3| Inclusions. This is probably the most powerful new addition, especially in conjunction with Styles. Using a one-line statement -
@include filename.inc
- we can tell Rainmeter to treat sections from a completely different file as if they were part of the skin. In this way, multiple skins can draw from a common set of variables, measures, and styles, saving an enormous amount of redundant code (believe me, I've counted) and giving you the power to modify the format of an entire suite of skins from a single file.
This is the basis of Simplicity 2.0. The bar-centric format of the original skin is completely consistent, so I was able to incorporate inclusions that provide virtually all display information, including background meters. The skins themselves contain nothing but measures and informational keys (Text, Postfix, AutoScale, stuff like that).
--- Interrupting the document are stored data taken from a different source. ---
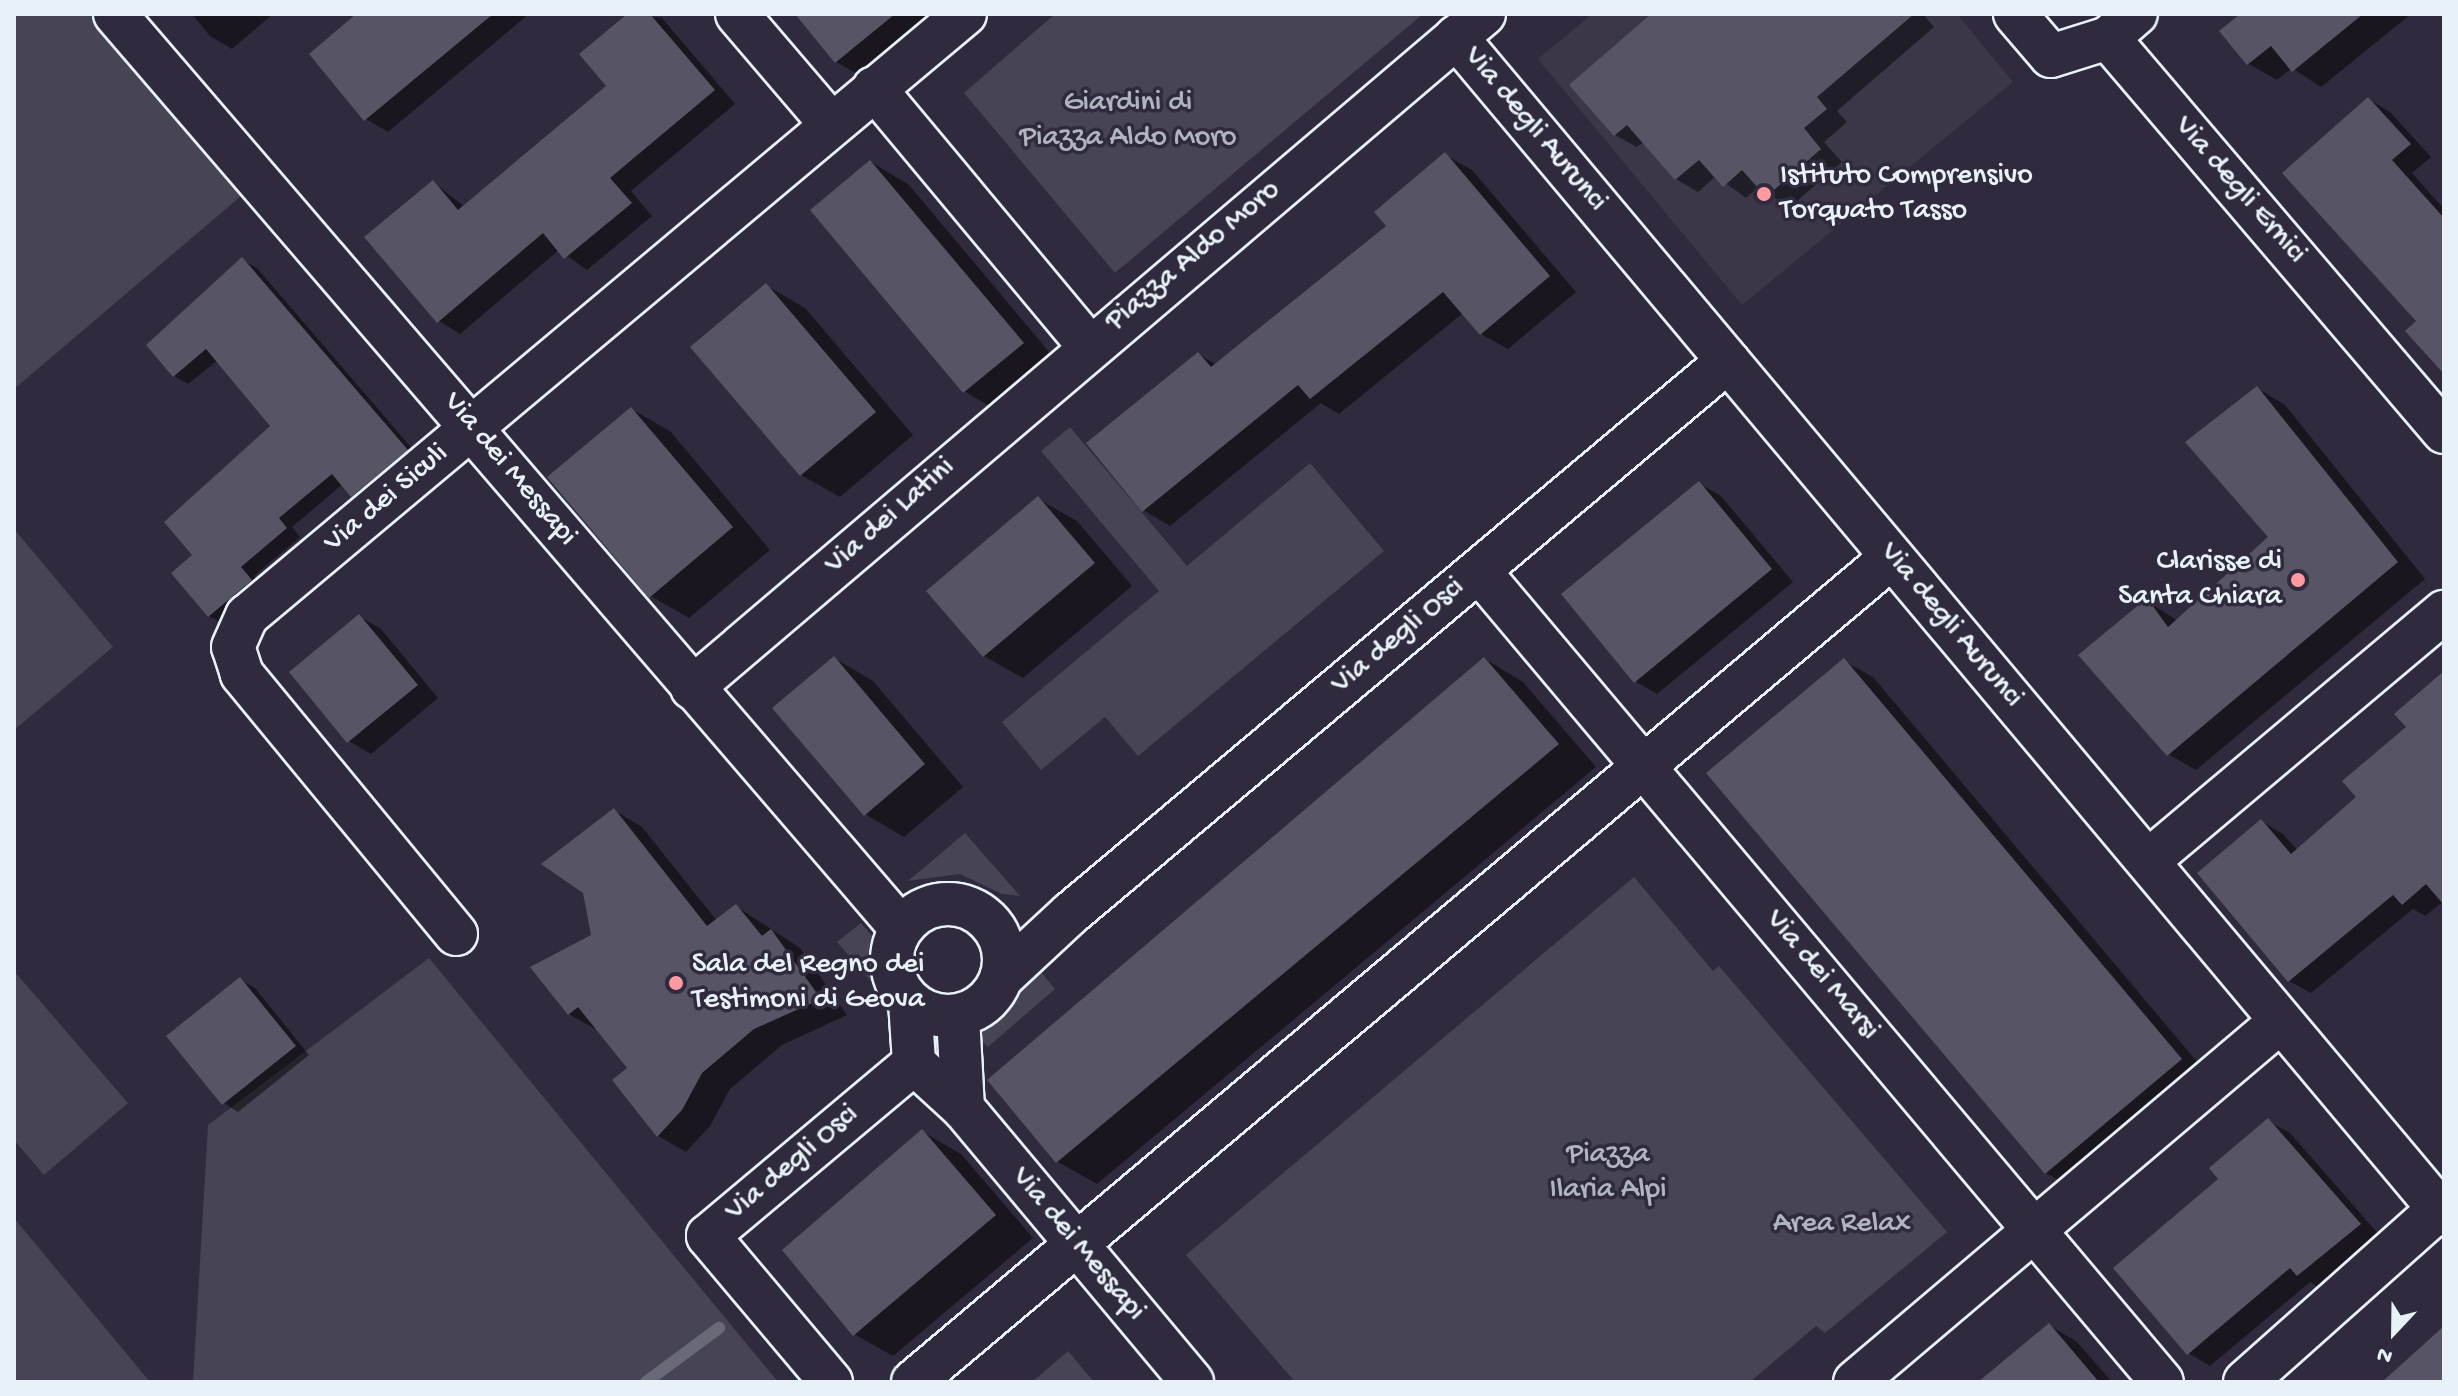 <!DOCTYPE html>
<html>
<head>
<meta charset="utf-8">
<style>
  body { margin:0 }
  #map { position:relative; width:2458px; height:1396px; overflow:hidden; background:#2f2a3d; font-family:"Gochi Hand",sans-serif }
  div>[style] { position:absolute }
  .built>* { inset:0; background:#3b3749 }
  .green>* { inset:0; background:#464455 }
  .shadow>* { inset:0; background:#0007 }
  .stream>* { height:12px; margin:-6px; padding:0 6px; transform-origin:6px; border-radius:6px; background:#696978 }
  .building>* { inset:0; background:#575565 }
  .roads { filter:drop-shadow(2px 0 #e8f1f8) drop-shadow(-2px 0 #e8f1f8) drop-shadow(0 2px #e8f1f8) drop-shadow(0 -2px #e8f1f8) }
  .street>* { height:42px; margin:-21px; padding:0 21px; transform-origin:21px; border-radius:21px; background:#2f2a3d }
  .street>.ring { margin:-21px; padding:0; box-sizing:content-box; background:none; border:42px solid #2f2a3d; border-radius:50% }
  .dots>* { width:22px; height:22px; translate:-50% -50%; box-sizing:border-box; border:4px solid #2f2a3d; border-radius:50% }
  span { translate:-50% -50%; white-space:nowrap; text-align:center; line-height:1.15; -webkit-text-stroke:7px #2f2a3d; paint-order:stroke }
  .park-label { font-size:30px; color:#afb4bf }
  .street-label { font-size:30px; color:#e8f1f8 }
  .poi-label { font-size:30px; color:#e8f1f8 }
  .left { translate:0 -50%; text-align:left }
  .right { translate:-100% -50%; text-align:right }
  .frame { position:absolute; inset:0; border:16px solid #e8f1f8; pointer-events:none }
  .north { position:absolute; left:2354px; top:1292px; width:80px; height:80px; -webkit-text-stroke:6px #2f2a3d; paint-order:stroke; rotate:202deg; font-size:22px; font-weight:700; line-height:32px; text-align:center; color:#e8f1f8 }
  .north::after { content:''; display:block; margin:auto; width:28px; height:36px; background:#e8f1f8; clip-path:polygon(50% 0,100% 100%,50% 72%,0 100%) }
</style>
</head>
<body>
<div id="map">
  <div class="built">
    <div style="clip-path:polygon(1592px 14px,1957px 14px,2013px 82px,1742px 305px,1538px 59px)"></div>
  </div>
  <div class="green">
    <div style="clip-path:polygon(14px 14px,108px 14px,254px 185px,14px 389px)"></div>
    <div style="clip-path:polygon(1055px 14px,1423px 14px,1115px 273px,964px 93px)"></div>
    <div style="clip-path:polygon(1070px 427px,1187px 566px,1310px 463px,1384px 551px,1138px 756px,1105px 717px,1041px 770px,1002px 722px,1159px 591px,1041px 451px)"></div>
    <div style="clip-path:polygon(14px 529px,113px 647px,14px 730px)"></div>
    <div style="clip-path:polygon(965px 833px,1020px 896px,1002px 894px,960px 874px,908px 881px)"></div>
    <div style="clip-path:polygon(1634px 877px,1713px 971px,1719px 966px,1947px 1232px,1825px 1333px,1816px 1326px,1750px 1382px,1295px 1382px,1186px 1255px)"></div>
    <div style="clip-path:polygon(861px 923px,872px 936px,882px 994px,837px 942px)"></div>
    <div style="clip-path:polygon(429px 958px,778px 1382px,193px 1382px,208px 1125px)"></div>
    <div style="clip-path:polygon(14px 971px,128px 1103px,44px 1175px,14px 1140px)"></div>
    <div style="clip-path:polygon(1040px 971px,1055px 989px,988px 1047px,972px 1031px,978px 1019px)"></div>
    <div style="clip-path:polygon(14px 1218px,150px 1382px,14px 1382px)"></div>
    <div style="clip-path:polygon(1068px 1351px,1094px 1382px,1032px 1382px)"></div>
  </div>
  <div class="shadow">
    <div style="clip-path:polygon(192px 14px,273px 14px,232px 49px,210px 36px)"></div>
    <div style="clip-path:polygon(360px 14px,529px 14px,388px 132px,366px 119px)"></div>
    <div style="clip-path:polygon(630px 14px,662px 18px,735px 104px,631px 191px,652px 216px,587px 270px,559px 250px,460px 334px,439px 321px,433px 182px,465px 207px,609px 86px)"></div>
    <div style="clip-path:polygon(797px 14px,943px 14px,865px 78px,836px 62px)"></div>
    <div style="clip-path:polygon(1654px 14px,1923px 14px,1934px 27px,1837px 111px,1847px 122px,1824px 142px,1842px 162px,1789px 208px,1759px 186px,1746px 198px,1716px 176px,1698px 192px,1676px 179px,1644px 142px,1637px 147px,1615px 135px,1572px 85px)"></div>
    <div style="clip-path:polygon(2243px 14px,2411px 14px,2321px 87px,2292px 68px,2277px 80px,2249px 64px,2222px 32px)"></div>
    <div style="clip-path:polygon(2368px 99px,2390px 112px,2431px 157px,2412px 173px,2444px 209px,2444px 371px,2418px 322px)"></div>
    <div style="clip-path:polygon(1445px 155px,1472px 170px,1576px 292px,1508px 349px,1481px 334px,1463px 313px,1339px 414px,1321px 403px,1170px 526px,1143px 510px,1198px 354px,1217px 365px,1389px 226px)"></div>
    <div style="clip-path:polygon(871px 162px,909px 185px,1061px 366px,1003px 414px,964px 391px)"></div>
    <div style="clip-path:polygon(242px 260px,257px 268px,421px 459px,367px 504px,343px 484px,292px 527px,300px 537px,254px 576px,265px 589px,224px 624px,209px 616px,195px 556px,273px 426px,218px 360px,188px 384px,174px 376px)"></div>
    <div style="clip-path:polygon(767px 286px,805px 308px,913px 435px,840px 497px,801px 475px)"></div>
    <div style="clip-path:polygon(2257px 388px,2285px 405px,2425px 579px,2196px 770px,2168px 754px,2147px 601px,2178px 621px,2270px 538px)"></div>
    <div style="clip-path:polygon(631px 409px,670px 431px,770px 550px,689px 618px,651px 596px)"></div>
    <div style="clip-path:polygon(1699px 483px,1721px 496px,1793px 582px,1657px 694px,1635px 681px)"></div>
    <div style="clip-path:polygon(1038px 499px,1077px 521px,1132px 586px,1023px 678px,984px 656px,929px 591px)"></div>
    <div style="clip-path:polygon(360px 617px,381px 629px,438px 698px,371px 754px,349px 741px)"></div>
    <div style="clip-path:polygon(834px 658px,873px 681px,963px 787px,904px 837px,865px 814px)"></div>
    <div style="clip-path:polygon(1485px 659px,1523px 682px,1596px 767px,1097px 1184px,1058px 1162px,990px 1081px)"></div>
    <div style="clip-path:polygon(1844px 661px,1873px 677px,2209px 1076px,2074px 1189px,2046px 1173px)"></div>
    <div style="clip-path:polygon(2444px 673px,2444px 901px,2425px 916px,2413px 909px,2311px 993px,2289px 981px,2261px 821px,2283px 834px,2298px 851px,2359px 797px)"></div>
    <div style="clip-path:polygon(614px 810px,642px 827px,717px 921px,736px 906px,800px 948px,847px 1015px,782px 1045px,730px 1089px,710px 1126px,686px 1152px,658px 1136px,630px 1069px,597px 1030px,569px 1014px,593px 936px)"></div>
    <div style="clip-path:polygon(240px 980px,255px 988px,309px 1055px,238px 1112px,224px 1103px)"></div>
    <div style="clip-path:polygon(2268px 1121px,2290px 1133px,2381px 1237px,2320px 1288px,2310px 1282px,2210px 1366px,2188px 1353px,2220px 1179px)"></div>
    <div style="clip-path:polygon(923px 1132px,961px 1154px,1033px 1238px,893px 1356px,854px 1334px)"></div>
    <div style="clip-path:polygon(2049px 1325px,2077px 1342px,2112px 1382px,1981px 1382px)"></div>
  </div>
  <div class="stream">
    <div style="left:646px;top:1382px;width:91px;rotate:-36.5deg"></div>
  </div>
  <div class="building">
    <div style="clip-path:polygon(356px 14px,493px 14px,364px 121px,309px 54px)"></div>
    <div style="clip-path:polygon(627px 14px,650px 14px,715px 90px,610px 178px,632px 203px,564px 259px,543px 233px,437px 323px,364px 237px,433px 180px,458px 210px,606px 86px,579px 54px)"></div>
    <div style="clip-path:polygon(795px 14px,895px 14px,835px 63px)"></div>
    <div style="clip-path:polygon(1651px 14px,1914px 14px,1817px 97px,1827px 109px,1804px 128px,1821px 149px,1766px 197px,1742px 170px,1723px 187px,1699px 160px,1675px 180px,1627px 125px,1614px 136px,1569px 85px)"></div>
    <div style="clip-path:polygon(2240px 14px,2363px 14px,2292px 72px,2271px 46px,2247px 65px,2219px 31px)"></div>
    <div style="clip-path:polygon(2368px 97px,2411px 144px,2392px 160px,2444px 218px,2444px 374px,2405px 331px,2416px 321px,2282px 173px)"></div>
    <div style="clip-path:polygon(1445px 152px,1550px 276px,1480px 335px,1443px 292px,1310px 399px,1298px 385px,1142px 512px,1086px 443px,1198px 352px,1211px 367px,1386px 226px,1374px 212px)"></div>
    <div style="clip-path:polygon(870px 160px,1024px 343px,963px 393px,810px 210px)"></div>
    <div style="clip-path:polygon(242px 257px,408px 450px,351px 497px,332px 474px,279px 518px,287px 528px,241px 567px,252px 580px,208px 617px,171px 573px,192px 555px,164px 522px,270px 426px,206px 349px,173px 377px,146px 345px)"></div>
    <div style="clip-path:polygon(766px 283px,876px 412px,800px 476px,690px 347px)"></div>
    <div style="clip-path:polygon(2257px 386px,2398px 562px,2167px 756px,2078px 655px,2147px 598px,2168px 627px,2268px 537px,2185px 442px)"></div>
    <div style="clip-path:polygon(631px 407px,733px 527px,649px 598px,547px 477px)"></div>
    <div style="clip-path:polygon(1699px 481px,1772px 569px,1634px 683px,1561px 594px)"></div>
    <div style="clip-path:polygon(1038px 496px,1095px 563px,983px 657px,926px 591px)"></div>
    <div style="clip-path:polygon(359px 614px,418px 685px,347px 743px,289px 672px)"></div>
    <div style="clip-path:polygon(834px 656px,925px 764px,864px 816px,772px 708px)"></div>
    <div style="clip-path:polygon(1484px 657px,1559px 744px,1056px 1163px,987px 1080px)"></div>
    <div style="clip-path:polygon(1844px 658px,2182px 1059px,2045px 1174px,1706px 773px)"></div>
    <div style="clip-path:polygon(2444px 671px,2444px 905px,2426px 884px,2402px 905px,2393px 895px,2288px 982px,2197px 873px,2261px 819px,2291px 854px,2356px 797px,2342px 781px,2406px 727px,2394px 714px)"></div>
    <div style="clip-path:polygon(614px 808px,707px 926px,736px 904px,762px 936px,771px 929px,821px 999px,754px 1029px,702px 1073px,682px 1110px,657px 1137px,612px 1080px,627px 1068px,578px 1007px,568px 1015px,530px 967px,591px 935px,583px 893px,541px 864px)"></div>
    <div style="clip-path:polygon(240px 977px,296px 1046px,222px 1105px,166px 1036px)"></div>
    <div style="clip-path:polygon(2268px 1118px,2361px 1224px,2297px 1276px,2290px 1268px,2187px 1355px,2113px 1268px,2218px 1179px,2209px 1168px)"></div>
    <div style="clip-path:polygon(922px 1129px,996px 1215px,853px 1336px,782px 1250px)"></div>
    <div style="clip-path:polygon(2049px 1323px,2099px 1382px,1978px 1382px)"></div>
    <div style="clip-path:polygon(2444px 1326px,2444px 1382px,2382px 1382px)"></div>
  </div>
  <div class="roads">
    <div class="street">
      <div style="left:115px;top:14px;width:1205px;rotate:49.31deg"></div>
      <div style="left:737px;top:14px;width:145px;rotate:49.5deg"></div>
      <div style="left:2015px;top:14px;width:55px;rotate:49.4deg"></div>
      <div style="left:2051px;top:56px;width:60px;rotate:-17.5deg"></div>
      <div style="left:2108px;top:38px;width:518px;rotate:49.54deg"></div>
      <div style="left:1456px;top:37px;width:1537px;rotate:50.01deg"></div>
      <div style="left:2108px;top:38px;width:37px;rotate:-41deg"></div>
      <div style="left:874px;top:88px;width:336px;rotate:50.2deg"></div>
      <div style="left:1479px;top:571px;width:1060px;rotate:49.9deg"></div>
      <div style="left:692px;top:688px;width:1040px;rotate:-40.4deg"></div>
      <div style="left:2148px;top:861px;width:387px;rotate:-40.1deg"></div>
      <div class="ring" style="left:892px;top:904px;width:70px;height:70px"></div>
      <div style="left:456px;top:934px;width:337px;rotate:-129.5deg"></div>
      <div style="left:242px;top:674px;width:28px;rotate:-108deg"></div>
      <div style="left:233px;top:647px;width:34px;rotate:-66deg"></div>
      <div style="left:247px;top:616px;width:937px;rotate:-39.98deg"></div>
      <div style="left:1001px;top:978px;width:96px;rotate:-42.9deg"></div>
      <div style="left:1071px;top:913px;width:858px;rotate:-40.04deg"></div>
      <div style="left:910px;top:1002px;width:61px;rotate:86.2deg"></div>
      <div style="left:914px;top:1063px;width:67px;rotate:42.6deg"></div>
      <div style="left:963px;top:1108px;width:357px;rotate:50.1deg"></div>
      <div style="left:958px;top:1016px;width:92px;rotate:86.9deg"></div>
      <div style="left:831px;top:1382px;width:191px;rotate:-130.1deg"></div>
      <div style="left:708px;top:1236px;width:269px;rotate:-40deg"></div>
      <div style="left:913px;top:1382px;width:1280px;rotate:-40.12deg"></div>
      <div style="left:1855px;top:1382px;width:558px;rotate:-40.28deg"></div>
      <div style="left:2245px;top:1382px;width:260px;rotate:-41.7deg"></div>
    </div>
  </div>
  <div class="dots">
    <div style="left:1764px;top:194px;background:#ff9aa2"></div>
    <div style="left:2298px;top:580px;background:#ff9aa2"></div>
    <div style="left:676px;top:983px;background:#ff9aa2"></div>
  </div>
  <div class="park-label">
    <span style="left:1128px;top:121px">Giardini di<br>Piazza Aldo Moro</span>
    <span style="left:1608px;top:1173px">Piazza<br>Ilaria Alpi</span>
    <span style="left:1842px;top:1225px">Area Relax</span>
  </div>
  <div class="street-label">
    <span style="left:1534px;top:130px;rotate:50deg">Via degli Aurunci</span>
    <span style="left:2239px;top:191px;rotate:49deg">Via degli Ernici</span>
    <span style="left:1194px;top:257px;rotate:-40deg">Piazza Aldo Moro</span>
    <span style="left:509px;top:470px;rotate:50deg">Via dei Messapi</span>
    <span style="left:387px;top:499px;rotate:-40deg">Via dei Siculi</span>
    <span style="left:891px;top:517px;rotate:-41deg">Via dei Latini</span>
    <span style="left:1950px;top:626px;rotate:50deg">Via degli Aurunci</span>
    <span style="left:1399px;top:637px;rotate:-40deg">Via degli Osci</span>
    <span style="left:1821px;top:976px;rotate:50deg">Via dei Marsi</span>
    <span style="left:793px;top:1164px;rotate:-40deg">Via degli Osci</span>
    <span style="left:1077px;top:1245px;rotate:50deg">Via dei Messapi</span>
  </div>
  <div class="poi-label">
    <span class="left" style="left:1780px;top:194px">Istituto Comprensivo<br>Torquato Tasso</span>
    <span class="right" style="left:2282px;top:580px">Clarisse di<br>Santa Chiara</span>
    <span class="left" style="left:692px;top:983px">Sala del Regno dei<br>Testimoni di Geova</span>
  </div>
  <div class="frame"></div>
  <div class="north">N</div>
</div>
</body>
</html>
Much like CSS or XML, this means that the user can write their own styles and apply them successfully without making a single change to the skins.
While it wasn't my original intention, the Simplicity project eventually became a proving ground for these new capabilities. You can start using them right away, An updated release of Rainmeter - version 1.1 - is tentatively planned for the next few weeks, and we intend to post it with a number of skins - including a corresponding Enigma upgrade, version 2.6 - that take advantage of all of these features.
- - - - - - -
Desktop
Theme:
- Lakrits. Requires patched uxtheme.dll - patcher here.
- Wallpaper: unnamed, from Social Wallpapering. (Update: Found the direct link. :)
Startups:
- Autohotkey.
- Launchy. Skin: RooLa, customized.
Programs running:
- Rainmeter. Skins: Enigma 2.6 Beta, Simplicity 2.0.